CONCLUSIONS. The results from the present study do not indicate the involvement of the LOXL1 SNPs in POAG and PACG.
Globally, glaucoma is considered to be the second leading cause of irreversible blindness,1 and it is estimated that it will affect
80 million people by the year 2020 worldwide.2 It is a group of clinically and genetically heterogeneous optic neuropathies characterized by a gradual and progressive loss of vision.2 3 Gonioscopically, primary glaucomas are classified as primary open-angle glaucoma (POAG; OMIM 137750; Online Mendelian Inheritance in Man; http://www.ncbi.nlm.nih.gov/Omim/ provided in the public domain by the National Center for Biotechnology Information, Bethesda, MD), which is more common in the Western world2 4 5 and primary angle closure glaucoma (PACG), which is more common among the Asian populations.6 7 Both these conditions are characterized by optic nerve head changes, degeneration of retinal ganglion cells, and visual field loss2 3 and may be associated with an elevated intraocular pressure (IOP).8
Exfoliation syndrome (XFS; OMIM 177650) is an age-related systemic condition with clinically detectable accumulation of microfibrillar deposits in the lens and anterior segment.9 10 The deposition of such material in the trabecular meshwork leads to secondary glaucoma.11 12 The prevalence of XFS increases with age, and it may be associated with other vascular conditions.9 13 14 The overall prevalence of XFS in population-based studies has been reported from south Indian populations, which varies from 3.0% to 6.0% among subjects over 40 years of age.15 16 17
POAG exhibits extensive genetic heterogeneity, and 11 chromosomal loci (GLC1A-GLC1K) have been mapped18 19 and three genes: myocilin (MYOC; OMIM 601652),20 optineurin (OPTN; OMIM 602432),21 and WDR36 (OMIM 609669)22 have been characterized.
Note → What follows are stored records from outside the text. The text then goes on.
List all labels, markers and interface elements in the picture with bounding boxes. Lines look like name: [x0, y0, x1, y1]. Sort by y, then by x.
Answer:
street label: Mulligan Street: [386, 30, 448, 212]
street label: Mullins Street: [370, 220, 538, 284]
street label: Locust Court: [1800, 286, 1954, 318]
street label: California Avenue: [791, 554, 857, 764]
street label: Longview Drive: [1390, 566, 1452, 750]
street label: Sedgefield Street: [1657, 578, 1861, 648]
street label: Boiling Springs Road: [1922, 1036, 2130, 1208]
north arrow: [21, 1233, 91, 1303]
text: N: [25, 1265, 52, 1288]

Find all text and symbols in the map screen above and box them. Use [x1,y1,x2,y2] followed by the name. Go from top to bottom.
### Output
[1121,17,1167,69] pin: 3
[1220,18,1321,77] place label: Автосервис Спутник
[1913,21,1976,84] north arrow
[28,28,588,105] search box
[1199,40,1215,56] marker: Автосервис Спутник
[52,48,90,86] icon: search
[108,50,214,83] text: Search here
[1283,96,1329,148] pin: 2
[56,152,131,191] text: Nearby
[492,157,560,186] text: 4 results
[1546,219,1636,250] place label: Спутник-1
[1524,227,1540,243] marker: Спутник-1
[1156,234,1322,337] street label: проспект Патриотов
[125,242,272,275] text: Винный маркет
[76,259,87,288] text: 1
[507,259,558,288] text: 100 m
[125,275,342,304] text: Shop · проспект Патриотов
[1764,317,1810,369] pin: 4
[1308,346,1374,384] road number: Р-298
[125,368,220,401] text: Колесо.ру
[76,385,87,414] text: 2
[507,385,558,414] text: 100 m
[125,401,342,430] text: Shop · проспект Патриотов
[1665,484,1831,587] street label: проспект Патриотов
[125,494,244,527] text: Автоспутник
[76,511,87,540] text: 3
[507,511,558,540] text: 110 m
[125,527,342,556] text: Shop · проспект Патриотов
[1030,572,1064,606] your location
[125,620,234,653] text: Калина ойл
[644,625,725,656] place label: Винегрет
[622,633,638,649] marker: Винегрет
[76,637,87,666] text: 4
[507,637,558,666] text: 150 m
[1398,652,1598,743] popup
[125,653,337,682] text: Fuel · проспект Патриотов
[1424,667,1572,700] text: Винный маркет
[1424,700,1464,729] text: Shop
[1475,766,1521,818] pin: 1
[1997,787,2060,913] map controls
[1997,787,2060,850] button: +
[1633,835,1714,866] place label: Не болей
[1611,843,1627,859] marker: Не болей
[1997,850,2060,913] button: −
Approximately 15 candidate genes have been identified based on case–control association studies but most of these have not been replicated in other populations.18
Recently, it has been shown by genome-wide association studies that single nucleotide polymorphisms (SNPs) in the LOXL1 gene (OMIM 153456) at 15q24.1 are involved in XFS and XFG.23 An extensive screening using a gene microarray (Hap300 Beadchip; Illumina, San Diego, CA) showed that two nonsynonymous SNPs in exon I of LOXL1 (rs1048661 [R141L] and rs3825942 [G135D]) exhibited a strong association with XFS and XFG in two different populations. The initial study conducted on the Icelandic population was later replicated in a Swedish population. Jointly, the two SNPs in exon 1 accounted for >99% of all cases of XFG. It was also shown that an individual with the homozygous risk haplotype (G-G) had a 700 times greater chance of having XFG than those with the low-risk haplotype (G-A).23 The significantly strong association of the coding SNPs (rs1048661 and rs3825942) has been independently replicated in two diverse cohorts of Caucasian XFS patients from Australia24 and the Midwestern United States.25
XFS has been identified as the most common cause of open-angle glaucoma.11 There is also a biological explanation for the association of XFS with weak zonules that may cause anterior movement of the lens, contributing to angle closure and glaucoma.12 26 Because glaucoma is a complex disease attributed to multiple gene variants with various magnitudes of effect,27 we wondered whether the LOXL1 SNPs causing XFS and XFG may also be associated with primary glaucomas, which may vary between populations. The LOXL1 SNP (rs2165241) showed a weak association with POAG in the Icelandic population.23 However, to the best of our knowledge this has not been studied in the primary glaucomas in other populations. The present study was undertaken to determine the involvement of these XFS and XFG-associated SNPs of LOXL1 in a cohort of POAG and PACG patients in an ethnically different (Indian) population.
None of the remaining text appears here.